Simulator of team emergence in collaborative environment - version 2.0
This project is an improvment of a simulation described in paper "On the Effectiveness of Emergent Task Allocation of Virtual Programmer Teams" (Jarczyk et.al., 2014), it's results are intended to be presented in a journal on social informatics and computing. Virtual teams of programmers are a popular form of collaboration both in Open Source, and commercial software projects. In OSS (Open-source software) projects, programmers make their own decision which project to join, and, therefore, the process of task allocation among the project members is emergent. In this simulation, we attempt to simulate such a process based on available data from GitHub. In Repast Simphony we simulate work done by programmers on tasks as they appeared through GitHub timeline.
There are 4 possible inputs for the simulator. The way of input is defined in parameter set once. First is an open network socket which accepts tasks presented as JSON objects. Second, there is a possibility of reading data (formated as JSON) from files located in /data directory. Optionally, we can choose to query and get raw data from sqlite database. Third possibility is using dataset as described in previous version of the simulator. There is also possibility of using small test data - for debugging purposes only.
We use the brainjar list to get a set of most active GitHub users. Further, using logins of those users, we use the OSRC portal to get statistics of language use for a particular uset.
Datasource is the GitHub Archive, which was downloaded locally to disk and than added to a MongoDB database. Data is dated from February 2011 to April 2014.
In the search of a best type of data (applicable to analysing activity in GitHub repositories) we considered PushEvents and PullRequestEvents. There is no commit event in GitHub but PushEvent consists of multiple commits. A good entity should persists bellow attributes: task (repo) id, programming language, and work units.
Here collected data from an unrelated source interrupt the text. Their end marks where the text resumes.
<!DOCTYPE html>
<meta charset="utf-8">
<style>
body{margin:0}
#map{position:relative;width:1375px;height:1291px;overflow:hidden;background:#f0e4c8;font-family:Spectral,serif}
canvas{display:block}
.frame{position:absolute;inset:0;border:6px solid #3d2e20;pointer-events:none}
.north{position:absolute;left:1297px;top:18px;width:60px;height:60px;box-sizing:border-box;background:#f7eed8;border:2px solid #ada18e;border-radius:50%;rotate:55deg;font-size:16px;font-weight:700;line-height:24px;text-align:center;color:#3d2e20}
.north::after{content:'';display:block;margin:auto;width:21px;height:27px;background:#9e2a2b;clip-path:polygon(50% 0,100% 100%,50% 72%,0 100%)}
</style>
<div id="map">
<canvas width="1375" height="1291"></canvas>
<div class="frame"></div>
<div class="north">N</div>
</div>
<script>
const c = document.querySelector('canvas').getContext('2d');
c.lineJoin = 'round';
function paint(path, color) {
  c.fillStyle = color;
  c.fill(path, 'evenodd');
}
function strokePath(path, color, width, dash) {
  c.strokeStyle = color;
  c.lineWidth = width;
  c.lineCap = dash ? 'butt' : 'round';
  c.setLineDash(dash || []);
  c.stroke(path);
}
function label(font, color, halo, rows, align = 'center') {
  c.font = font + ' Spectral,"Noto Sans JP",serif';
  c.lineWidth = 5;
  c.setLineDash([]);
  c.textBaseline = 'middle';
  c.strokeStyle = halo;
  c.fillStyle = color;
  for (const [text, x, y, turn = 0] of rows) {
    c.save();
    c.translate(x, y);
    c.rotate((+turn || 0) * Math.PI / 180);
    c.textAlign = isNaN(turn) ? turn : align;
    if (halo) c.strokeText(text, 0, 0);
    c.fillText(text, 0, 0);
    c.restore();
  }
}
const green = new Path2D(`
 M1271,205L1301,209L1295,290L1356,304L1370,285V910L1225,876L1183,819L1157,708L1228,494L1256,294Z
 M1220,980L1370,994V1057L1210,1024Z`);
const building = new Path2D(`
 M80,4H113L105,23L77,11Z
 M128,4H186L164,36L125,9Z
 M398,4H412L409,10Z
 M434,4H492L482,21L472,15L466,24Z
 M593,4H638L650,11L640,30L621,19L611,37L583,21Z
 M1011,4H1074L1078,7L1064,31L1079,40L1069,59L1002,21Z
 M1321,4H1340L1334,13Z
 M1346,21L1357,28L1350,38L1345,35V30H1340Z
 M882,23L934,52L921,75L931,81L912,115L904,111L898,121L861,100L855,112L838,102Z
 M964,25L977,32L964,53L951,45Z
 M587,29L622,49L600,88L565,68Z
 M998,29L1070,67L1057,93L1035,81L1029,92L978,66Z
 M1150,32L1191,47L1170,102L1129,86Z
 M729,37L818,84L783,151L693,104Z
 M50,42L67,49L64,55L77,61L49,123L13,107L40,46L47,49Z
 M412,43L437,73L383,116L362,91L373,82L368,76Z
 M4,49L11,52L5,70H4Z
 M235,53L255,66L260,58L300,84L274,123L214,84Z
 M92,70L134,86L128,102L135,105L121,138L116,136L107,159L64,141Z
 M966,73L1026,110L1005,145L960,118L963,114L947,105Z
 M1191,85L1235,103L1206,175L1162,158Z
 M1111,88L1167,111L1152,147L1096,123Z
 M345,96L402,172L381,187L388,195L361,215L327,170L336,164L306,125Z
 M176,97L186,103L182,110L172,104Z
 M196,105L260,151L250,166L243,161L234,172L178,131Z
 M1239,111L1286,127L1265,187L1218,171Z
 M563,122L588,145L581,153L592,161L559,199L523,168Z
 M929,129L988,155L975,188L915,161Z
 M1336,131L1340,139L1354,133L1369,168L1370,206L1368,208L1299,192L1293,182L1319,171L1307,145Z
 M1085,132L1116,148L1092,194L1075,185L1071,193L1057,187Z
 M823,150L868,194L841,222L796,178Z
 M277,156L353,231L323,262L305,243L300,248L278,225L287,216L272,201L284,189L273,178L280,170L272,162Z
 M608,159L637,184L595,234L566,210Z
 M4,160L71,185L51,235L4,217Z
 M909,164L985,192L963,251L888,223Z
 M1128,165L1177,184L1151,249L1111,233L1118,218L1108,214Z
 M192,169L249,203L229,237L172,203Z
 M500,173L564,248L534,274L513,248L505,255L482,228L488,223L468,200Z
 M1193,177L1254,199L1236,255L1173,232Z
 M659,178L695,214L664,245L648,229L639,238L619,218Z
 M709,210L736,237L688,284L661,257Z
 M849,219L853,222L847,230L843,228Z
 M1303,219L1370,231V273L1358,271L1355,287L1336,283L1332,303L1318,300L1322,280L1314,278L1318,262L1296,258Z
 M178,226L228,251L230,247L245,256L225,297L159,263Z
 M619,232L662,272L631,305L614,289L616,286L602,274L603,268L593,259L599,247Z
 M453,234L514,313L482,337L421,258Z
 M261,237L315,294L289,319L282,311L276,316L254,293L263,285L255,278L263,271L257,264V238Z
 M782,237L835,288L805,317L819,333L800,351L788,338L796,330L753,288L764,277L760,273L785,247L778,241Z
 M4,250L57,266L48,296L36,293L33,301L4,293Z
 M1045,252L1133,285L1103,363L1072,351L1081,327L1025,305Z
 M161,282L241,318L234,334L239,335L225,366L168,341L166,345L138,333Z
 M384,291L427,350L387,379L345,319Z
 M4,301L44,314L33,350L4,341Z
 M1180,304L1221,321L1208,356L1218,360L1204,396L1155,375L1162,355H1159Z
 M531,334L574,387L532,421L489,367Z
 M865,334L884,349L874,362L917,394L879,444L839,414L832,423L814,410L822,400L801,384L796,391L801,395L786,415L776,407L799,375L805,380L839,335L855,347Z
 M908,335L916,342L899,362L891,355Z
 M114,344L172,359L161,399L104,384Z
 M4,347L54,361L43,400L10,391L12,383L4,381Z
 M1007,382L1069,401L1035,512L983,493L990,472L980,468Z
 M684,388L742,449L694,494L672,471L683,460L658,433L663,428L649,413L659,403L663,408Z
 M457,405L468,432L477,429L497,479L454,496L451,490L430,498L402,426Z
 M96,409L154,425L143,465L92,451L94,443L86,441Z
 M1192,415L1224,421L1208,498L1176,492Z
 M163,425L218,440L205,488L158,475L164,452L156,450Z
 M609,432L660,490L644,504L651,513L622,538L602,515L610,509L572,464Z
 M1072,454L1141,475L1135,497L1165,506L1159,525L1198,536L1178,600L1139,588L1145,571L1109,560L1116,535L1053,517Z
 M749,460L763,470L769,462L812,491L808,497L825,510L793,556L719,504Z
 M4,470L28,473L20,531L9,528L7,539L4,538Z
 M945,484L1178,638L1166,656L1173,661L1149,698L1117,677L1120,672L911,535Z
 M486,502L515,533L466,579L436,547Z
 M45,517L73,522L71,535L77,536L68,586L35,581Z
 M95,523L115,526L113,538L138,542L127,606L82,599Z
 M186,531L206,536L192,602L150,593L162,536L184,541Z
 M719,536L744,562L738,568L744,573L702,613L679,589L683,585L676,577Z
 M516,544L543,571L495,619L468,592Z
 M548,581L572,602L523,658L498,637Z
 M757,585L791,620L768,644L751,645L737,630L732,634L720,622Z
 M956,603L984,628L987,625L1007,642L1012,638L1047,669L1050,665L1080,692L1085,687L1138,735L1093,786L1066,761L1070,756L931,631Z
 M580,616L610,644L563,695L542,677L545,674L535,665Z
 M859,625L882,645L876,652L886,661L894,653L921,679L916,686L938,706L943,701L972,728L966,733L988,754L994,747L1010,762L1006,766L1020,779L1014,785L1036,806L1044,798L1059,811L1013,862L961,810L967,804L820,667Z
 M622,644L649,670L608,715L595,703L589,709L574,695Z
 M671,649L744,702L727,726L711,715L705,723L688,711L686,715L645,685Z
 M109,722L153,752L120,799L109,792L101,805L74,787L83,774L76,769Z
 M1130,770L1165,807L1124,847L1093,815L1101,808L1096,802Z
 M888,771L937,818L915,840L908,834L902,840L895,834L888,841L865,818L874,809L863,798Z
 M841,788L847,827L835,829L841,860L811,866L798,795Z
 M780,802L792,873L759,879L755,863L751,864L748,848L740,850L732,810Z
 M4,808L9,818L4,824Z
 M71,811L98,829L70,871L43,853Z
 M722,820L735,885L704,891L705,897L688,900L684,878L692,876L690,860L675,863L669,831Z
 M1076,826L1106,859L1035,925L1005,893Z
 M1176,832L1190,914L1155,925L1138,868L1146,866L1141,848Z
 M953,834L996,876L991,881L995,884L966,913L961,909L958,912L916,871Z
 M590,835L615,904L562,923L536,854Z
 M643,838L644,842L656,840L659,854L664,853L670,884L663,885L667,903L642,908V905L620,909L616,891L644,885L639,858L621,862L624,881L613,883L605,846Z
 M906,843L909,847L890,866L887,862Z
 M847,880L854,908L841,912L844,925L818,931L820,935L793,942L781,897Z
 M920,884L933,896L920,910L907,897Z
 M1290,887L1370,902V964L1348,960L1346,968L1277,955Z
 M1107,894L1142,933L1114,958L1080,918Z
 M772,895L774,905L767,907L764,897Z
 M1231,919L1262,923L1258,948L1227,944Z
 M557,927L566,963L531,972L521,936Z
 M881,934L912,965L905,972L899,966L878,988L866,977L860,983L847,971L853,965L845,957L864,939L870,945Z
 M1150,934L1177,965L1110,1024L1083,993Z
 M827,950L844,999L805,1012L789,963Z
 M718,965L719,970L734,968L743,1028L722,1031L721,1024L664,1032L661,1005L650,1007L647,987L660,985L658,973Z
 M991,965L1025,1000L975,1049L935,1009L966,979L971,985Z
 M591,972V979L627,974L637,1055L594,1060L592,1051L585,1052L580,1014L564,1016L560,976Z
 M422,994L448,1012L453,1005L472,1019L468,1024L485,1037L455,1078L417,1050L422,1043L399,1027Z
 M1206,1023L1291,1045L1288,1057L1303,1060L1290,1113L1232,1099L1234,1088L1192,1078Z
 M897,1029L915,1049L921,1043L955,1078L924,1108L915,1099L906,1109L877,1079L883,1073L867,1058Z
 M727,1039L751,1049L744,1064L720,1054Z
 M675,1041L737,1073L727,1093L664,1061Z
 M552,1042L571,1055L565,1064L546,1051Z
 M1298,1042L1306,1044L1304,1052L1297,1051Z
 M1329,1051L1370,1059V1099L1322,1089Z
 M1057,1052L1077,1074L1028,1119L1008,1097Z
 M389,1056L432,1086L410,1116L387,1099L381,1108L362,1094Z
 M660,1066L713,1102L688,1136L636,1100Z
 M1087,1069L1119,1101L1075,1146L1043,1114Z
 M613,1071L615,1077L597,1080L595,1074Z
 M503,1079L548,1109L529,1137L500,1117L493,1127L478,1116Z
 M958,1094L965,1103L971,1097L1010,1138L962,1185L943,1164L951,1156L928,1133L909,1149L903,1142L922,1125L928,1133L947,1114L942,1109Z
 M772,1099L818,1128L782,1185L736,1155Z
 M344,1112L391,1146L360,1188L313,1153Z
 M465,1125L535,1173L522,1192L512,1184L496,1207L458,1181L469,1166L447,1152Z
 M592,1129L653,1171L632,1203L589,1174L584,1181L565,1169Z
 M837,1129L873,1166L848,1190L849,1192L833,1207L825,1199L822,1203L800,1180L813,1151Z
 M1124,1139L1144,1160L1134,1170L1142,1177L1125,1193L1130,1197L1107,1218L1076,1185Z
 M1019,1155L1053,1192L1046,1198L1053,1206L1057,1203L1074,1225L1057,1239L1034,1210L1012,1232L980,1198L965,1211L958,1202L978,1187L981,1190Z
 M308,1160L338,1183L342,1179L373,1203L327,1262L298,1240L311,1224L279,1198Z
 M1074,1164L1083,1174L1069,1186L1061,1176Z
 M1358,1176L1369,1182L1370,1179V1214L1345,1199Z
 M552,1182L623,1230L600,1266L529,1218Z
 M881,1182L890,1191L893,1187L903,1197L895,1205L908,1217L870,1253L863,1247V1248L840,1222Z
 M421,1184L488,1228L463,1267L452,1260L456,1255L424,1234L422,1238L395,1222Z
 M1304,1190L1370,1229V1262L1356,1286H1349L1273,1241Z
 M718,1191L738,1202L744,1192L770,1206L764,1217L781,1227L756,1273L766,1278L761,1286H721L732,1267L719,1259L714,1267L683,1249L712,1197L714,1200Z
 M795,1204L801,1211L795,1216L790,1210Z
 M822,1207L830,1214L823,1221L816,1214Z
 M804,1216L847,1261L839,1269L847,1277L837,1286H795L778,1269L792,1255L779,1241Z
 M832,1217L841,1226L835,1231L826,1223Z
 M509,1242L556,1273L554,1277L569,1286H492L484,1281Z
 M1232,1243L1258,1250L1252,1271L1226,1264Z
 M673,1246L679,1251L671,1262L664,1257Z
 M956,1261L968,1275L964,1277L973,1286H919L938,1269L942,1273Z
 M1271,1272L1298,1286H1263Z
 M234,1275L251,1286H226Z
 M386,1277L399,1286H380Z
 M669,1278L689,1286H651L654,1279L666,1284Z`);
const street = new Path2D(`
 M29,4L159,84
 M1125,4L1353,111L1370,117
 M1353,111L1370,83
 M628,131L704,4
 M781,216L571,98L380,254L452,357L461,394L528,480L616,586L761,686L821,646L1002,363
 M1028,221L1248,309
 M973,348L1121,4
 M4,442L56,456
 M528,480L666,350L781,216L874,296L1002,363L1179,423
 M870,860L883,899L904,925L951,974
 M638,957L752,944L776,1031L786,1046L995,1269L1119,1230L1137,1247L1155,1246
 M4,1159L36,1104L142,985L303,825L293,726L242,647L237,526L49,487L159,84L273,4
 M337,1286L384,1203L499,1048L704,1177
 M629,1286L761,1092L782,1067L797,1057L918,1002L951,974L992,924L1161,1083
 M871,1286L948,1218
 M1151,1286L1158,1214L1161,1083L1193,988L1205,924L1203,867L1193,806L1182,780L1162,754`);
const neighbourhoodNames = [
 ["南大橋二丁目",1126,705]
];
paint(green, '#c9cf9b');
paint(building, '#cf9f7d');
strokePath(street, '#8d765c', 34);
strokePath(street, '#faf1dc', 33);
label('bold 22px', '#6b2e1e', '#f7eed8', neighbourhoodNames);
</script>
From the "The Promises and Perils of Mining GitHub" (Kalliamvakou et.al., 2014) we read that "Only a fraction of projects use pull requests. And of those that use them, their use is very skewed. (Peril VI)". "Of the 2.6 million projects that represent actual collaborative projects (at least 2 committers) only 268,853 (10%) used the pull request model at least once to incorporate commits; the remaining 2.4 M projects would have used GitHub in a shared repository model exclusively (with no incoming pull requests) where all developers are granted commit access." Thats why we present 2 types of collaborative setttings for the dataset creation.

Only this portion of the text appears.